Gaza War Puts Ukraine At Risk
Congress needs to pass separate Ukraine Aid package immediately.
Feathers of Hope is a network of ordinary citizens who have joined together around a shared commitment to diminishing the power and influence of MAGA extremists in the House of Representatives.
Since January, 2023, we have been urging moderate Republicans and Democrats to form a bipartisan majority voting bloc in order to conduct our nation’s legislative business, and to defend the institution from its internal enemies.
Note: This site can also be accessed by entering FeathersOfHope.net in your browser window
* * * * Update, February 23 * * * *
Rep. Bill Pascrell (D-NJ) posted the following message on X yesterday:
“Coming soon: Democrats will introduce a discharge petition to bring Ukraine funding to the House floor. I will be on line to sign it. The votes are there. Are there a dozen Republicans with a shred of courage to sign it and help Ukraine survive? Stay tuned.”
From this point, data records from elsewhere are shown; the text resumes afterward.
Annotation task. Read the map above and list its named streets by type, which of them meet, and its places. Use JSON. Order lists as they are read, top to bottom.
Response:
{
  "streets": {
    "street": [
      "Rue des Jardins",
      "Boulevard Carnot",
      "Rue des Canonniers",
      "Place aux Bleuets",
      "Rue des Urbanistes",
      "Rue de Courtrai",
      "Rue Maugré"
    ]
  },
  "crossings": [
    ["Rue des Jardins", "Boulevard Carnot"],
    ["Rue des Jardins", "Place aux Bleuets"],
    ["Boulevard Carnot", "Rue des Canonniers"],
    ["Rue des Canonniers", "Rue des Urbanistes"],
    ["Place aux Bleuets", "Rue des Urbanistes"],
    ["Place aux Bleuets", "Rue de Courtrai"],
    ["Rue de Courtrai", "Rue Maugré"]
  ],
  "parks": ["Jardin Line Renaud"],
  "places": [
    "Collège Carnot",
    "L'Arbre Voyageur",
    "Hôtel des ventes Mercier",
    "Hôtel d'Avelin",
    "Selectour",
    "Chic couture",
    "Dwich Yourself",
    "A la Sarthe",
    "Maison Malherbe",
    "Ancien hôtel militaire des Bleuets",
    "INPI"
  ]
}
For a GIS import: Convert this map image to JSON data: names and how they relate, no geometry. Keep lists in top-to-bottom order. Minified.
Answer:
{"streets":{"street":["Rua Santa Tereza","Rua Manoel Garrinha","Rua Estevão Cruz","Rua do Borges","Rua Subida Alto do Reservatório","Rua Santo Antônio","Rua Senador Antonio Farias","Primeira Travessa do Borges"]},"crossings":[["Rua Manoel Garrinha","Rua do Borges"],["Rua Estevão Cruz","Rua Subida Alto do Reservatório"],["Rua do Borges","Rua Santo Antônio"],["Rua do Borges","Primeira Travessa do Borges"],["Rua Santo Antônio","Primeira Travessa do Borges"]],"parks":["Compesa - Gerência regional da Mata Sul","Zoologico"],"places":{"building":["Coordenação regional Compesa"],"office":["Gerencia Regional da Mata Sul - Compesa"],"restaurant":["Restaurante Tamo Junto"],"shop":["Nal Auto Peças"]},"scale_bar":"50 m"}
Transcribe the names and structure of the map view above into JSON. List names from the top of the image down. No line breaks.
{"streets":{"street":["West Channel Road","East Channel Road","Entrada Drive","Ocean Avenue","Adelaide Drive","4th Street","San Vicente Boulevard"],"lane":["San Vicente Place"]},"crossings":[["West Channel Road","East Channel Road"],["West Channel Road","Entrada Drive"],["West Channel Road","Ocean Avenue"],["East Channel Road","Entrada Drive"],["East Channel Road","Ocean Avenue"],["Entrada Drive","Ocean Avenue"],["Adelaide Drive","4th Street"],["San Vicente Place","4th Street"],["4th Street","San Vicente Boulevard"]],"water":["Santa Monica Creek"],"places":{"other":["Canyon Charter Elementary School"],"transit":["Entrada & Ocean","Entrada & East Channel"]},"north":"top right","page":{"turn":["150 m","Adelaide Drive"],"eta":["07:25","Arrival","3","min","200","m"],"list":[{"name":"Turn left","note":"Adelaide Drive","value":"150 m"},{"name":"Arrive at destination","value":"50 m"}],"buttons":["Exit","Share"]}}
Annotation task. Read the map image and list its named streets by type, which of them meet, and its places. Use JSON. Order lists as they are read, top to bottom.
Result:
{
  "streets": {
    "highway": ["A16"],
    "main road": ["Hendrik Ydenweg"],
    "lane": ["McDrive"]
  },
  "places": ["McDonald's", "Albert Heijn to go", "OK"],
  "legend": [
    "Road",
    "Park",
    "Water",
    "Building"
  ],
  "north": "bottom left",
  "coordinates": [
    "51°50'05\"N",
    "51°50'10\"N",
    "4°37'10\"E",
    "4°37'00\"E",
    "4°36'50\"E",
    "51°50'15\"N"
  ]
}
Scroll to the bottom of this post to find contact information for Republican representatives whom we believe may support a discharge petition to get Ukraine aid bill to the floor of the House for a vote.
Call one, several or all of them today and urge them to join with Democrats to sign the petition when the House re-convenes, and then to vote for the bill.
Shalanda Young, Office of Management and Budget,
on December 4, 2023:
“I want to be clear:
Without congressional action, by the end of the year we will run out of resources to procure more weapons and equipment for Ukraine and to provide equipment from U.S. military stocks.
There is no magical pot of funding available to meet this moment. We are out of money — and nearly out of time.”
New York Times, Feb. 18, 2024:
The Death Throes of a Ukrainian City
Toward the end of Russia’s long assault, hundreds of civilians still remained in Avdiivka. Those who escaped in the last weeks spoke of relentless devastation.
Even from a few miles away, the death rattle of another Ukrainian city echoed through the mist and fog. Russian warplanes were dropping more thousand-pound bombs on Avdiivka in eastern Ukraine, reducing an already battered city to rubble and ashes.
Since Jan. 1, President Vladimir V. Putin’s forces have dropped around one million pounds of aerial bombs on an area encompassing just 12 square miles, according to estimates by Ukrainian officials and British intelligence.
Avdiivka fell to the Russians on Saturday, after some of the most horrific and destructive fighting of the two-year-old war.
~ ~ ~ ~
Once a thriving city of 30,000 people, Avdiivka is no more.
Like so many of the dramatic stories we watched on TV when the war began two years ago, residents have been surviving relentless Russian bombing by sheltering in underground facilities while enduring horrendous casualties.
The city has been on the front line since first attacked by Russian-backed forces in 2014. But last week, its air defense systems were finally overrun. It’s estimated that about 900 civilians remain trapped in the ruins.
Ukrainian President Volodymyr Zelensky left no doubt as to the reason for the defeat:
“Dear friends, unfortunately keeping Ukraine in the artificial deficit of weapons, particularly in deficit of artillery and long-range capabilities, allows Putin to adapt to the current intensity of the war,” Zelensky said. “The self-weakening of democracy over time undermines our joint results.”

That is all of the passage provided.